◆ **WORK ORDER**:
Report the tally of lines featuring the word "linecap" in the entries below, without anything else.

◆ **EXERCISE DATA**:

######

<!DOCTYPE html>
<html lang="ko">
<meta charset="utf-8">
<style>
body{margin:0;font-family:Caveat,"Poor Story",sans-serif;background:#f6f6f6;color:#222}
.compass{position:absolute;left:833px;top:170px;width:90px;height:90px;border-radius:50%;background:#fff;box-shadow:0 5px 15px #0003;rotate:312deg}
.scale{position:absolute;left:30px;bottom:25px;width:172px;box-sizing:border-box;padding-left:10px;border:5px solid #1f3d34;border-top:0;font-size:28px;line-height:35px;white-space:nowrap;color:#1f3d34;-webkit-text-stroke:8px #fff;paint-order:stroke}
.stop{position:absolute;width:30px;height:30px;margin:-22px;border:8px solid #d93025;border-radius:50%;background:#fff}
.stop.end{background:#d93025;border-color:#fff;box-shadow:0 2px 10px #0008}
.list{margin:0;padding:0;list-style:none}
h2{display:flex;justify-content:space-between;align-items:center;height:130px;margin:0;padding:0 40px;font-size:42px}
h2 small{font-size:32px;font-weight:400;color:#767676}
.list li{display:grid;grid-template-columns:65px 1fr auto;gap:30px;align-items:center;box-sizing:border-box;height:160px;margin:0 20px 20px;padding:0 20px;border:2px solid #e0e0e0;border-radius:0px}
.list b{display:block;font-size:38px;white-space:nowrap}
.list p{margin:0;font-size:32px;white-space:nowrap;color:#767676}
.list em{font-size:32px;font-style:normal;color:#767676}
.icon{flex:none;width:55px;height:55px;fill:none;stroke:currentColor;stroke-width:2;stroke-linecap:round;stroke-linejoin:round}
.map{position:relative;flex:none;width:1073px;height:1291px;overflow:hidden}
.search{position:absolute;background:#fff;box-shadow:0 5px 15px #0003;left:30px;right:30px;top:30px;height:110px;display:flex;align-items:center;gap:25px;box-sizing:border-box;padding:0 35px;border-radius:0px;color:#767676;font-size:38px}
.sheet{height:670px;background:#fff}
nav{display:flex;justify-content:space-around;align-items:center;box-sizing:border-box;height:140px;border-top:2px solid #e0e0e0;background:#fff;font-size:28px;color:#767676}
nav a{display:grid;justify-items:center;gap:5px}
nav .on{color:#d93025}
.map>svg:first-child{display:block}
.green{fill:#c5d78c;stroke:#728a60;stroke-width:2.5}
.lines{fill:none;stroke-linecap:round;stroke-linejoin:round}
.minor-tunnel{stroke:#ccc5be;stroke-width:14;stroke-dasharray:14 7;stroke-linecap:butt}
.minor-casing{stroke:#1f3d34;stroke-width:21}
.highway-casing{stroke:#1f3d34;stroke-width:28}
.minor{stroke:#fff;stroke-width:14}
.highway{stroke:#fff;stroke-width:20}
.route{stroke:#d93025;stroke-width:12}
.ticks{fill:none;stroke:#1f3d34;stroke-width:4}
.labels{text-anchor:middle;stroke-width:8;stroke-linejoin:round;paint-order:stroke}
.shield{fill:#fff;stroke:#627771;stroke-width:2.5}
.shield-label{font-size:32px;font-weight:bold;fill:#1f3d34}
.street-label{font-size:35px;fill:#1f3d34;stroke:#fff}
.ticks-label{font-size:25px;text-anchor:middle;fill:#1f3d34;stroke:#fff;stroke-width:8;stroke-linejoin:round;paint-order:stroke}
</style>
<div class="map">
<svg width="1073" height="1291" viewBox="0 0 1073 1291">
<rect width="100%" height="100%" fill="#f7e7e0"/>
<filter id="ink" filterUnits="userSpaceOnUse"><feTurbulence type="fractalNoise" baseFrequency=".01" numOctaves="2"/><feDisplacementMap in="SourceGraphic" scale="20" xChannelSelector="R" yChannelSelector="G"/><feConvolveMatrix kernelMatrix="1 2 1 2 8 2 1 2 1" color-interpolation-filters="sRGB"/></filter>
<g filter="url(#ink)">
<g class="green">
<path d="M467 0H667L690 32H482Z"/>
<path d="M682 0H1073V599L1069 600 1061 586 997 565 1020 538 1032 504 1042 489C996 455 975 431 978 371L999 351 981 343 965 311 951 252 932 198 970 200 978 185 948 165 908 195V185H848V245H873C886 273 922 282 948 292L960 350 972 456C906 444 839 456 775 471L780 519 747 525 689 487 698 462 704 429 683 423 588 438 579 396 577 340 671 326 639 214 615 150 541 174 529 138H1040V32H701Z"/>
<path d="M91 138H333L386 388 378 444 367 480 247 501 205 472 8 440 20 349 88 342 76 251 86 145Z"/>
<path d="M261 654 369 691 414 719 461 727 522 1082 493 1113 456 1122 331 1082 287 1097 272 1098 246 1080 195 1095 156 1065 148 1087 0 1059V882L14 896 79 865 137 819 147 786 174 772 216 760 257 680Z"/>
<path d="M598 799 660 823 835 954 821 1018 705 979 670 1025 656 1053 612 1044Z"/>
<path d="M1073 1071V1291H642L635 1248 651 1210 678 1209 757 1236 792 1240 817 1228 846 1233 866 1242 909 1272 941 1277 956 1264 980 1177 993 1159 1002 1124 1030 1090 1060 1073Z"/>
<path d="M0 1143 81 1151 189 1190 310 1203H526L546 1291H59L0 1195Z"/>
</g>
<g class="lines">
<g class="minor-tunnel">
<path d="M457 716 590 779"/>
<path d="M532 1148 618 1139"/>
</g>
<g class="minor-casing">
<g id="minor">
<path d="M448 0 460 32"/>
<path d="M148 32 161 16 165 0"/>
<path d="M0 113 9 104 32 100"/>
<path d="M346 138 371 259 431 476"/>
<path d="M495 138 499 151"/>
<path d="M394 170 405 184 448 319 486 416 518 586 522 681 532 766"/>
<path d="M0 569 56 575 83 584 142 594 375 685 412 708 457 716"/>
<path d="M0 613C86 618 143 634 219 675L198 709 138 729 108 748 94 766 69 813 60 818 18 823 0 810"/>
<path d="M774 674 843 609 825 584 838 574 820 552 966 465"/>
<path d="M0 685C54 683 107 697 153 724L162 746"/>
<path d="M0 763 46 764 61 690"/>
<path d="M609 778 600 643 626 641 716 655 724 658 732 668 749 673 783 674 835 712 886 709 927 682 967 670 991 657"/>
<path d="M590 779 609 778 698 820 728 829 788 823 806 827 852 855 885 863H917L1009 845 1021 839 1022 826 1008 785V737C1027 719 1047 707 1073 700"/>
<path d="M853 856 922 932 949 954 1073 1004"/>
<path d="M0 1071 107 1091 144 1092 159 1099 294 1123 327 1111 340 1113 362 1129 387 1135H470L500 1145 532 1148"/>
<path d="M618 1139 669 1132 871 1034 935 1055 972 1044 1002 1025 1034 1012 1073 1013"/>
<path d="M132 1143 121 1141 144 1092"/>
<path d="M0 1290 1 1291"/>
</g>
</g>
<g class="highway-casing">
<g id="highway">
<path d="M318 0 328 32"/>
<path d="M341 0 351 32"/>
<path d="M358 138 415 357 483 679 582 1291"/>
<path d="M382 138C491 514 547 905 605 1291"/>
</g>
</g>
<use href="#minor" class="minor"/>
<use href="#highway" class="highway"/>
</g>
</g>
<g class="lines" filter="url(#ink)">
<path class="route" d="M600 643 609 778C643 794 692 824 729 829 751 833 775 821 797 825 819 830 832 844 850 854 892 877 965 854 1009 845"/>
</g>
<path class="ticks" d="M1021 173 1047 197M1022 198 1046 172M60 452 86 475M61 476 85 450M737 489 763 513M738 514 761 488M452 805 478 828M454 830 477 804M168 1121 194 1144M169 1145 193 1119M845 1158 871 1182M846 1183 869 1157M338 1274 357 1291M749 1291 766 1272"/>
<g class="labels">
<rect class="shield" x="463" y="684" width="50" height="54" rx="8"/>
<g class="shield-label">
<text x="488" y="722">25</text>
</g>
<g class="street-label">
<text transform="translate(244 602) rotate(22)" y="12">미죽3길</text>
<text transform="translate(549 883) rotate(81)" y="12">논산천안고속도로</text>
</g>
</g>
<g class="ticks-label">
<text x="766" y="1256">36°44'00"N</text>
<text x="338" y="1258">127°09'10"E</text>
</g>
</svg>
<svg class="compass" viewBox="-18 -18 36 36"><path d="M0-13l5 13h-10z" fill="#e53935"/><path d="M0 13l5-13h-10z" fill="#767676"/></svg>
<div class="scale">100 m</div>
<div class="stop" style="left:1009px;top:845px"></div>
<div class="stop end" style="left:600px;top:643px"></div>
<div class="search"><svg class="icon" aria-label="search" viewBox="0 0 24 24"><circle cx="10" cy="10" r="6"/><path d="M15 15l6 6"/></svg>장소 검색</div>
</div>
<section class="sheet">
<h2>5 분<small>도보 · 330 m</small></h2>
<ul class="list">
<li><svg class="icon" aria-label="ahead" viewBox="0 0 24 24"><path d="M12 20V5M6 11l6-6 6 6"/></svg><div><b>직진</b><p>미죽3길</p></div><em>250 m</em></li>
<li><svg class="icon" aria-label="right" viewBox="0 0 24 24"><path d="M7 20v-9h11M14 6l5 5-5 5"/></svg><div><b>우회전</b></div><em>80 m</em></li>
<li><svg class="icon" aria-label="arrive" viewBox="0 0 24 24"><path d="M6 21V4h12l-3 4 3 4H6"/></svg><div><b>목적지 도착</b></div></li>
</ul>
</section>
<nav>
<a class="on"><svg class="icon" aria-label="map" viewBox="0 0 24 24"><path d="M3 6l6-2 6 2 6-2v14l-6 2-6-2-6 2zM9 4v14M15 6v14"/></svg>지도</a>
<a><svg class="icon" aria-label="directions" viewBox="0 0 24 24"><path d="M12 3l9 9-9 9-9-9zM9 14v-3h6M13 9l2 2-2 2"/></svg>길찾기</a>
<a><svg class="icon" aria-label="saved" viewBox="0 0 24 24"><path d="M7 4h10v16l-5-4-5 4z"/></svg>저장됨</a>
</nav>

######

◆ **WRITTEN ANSWER**:
3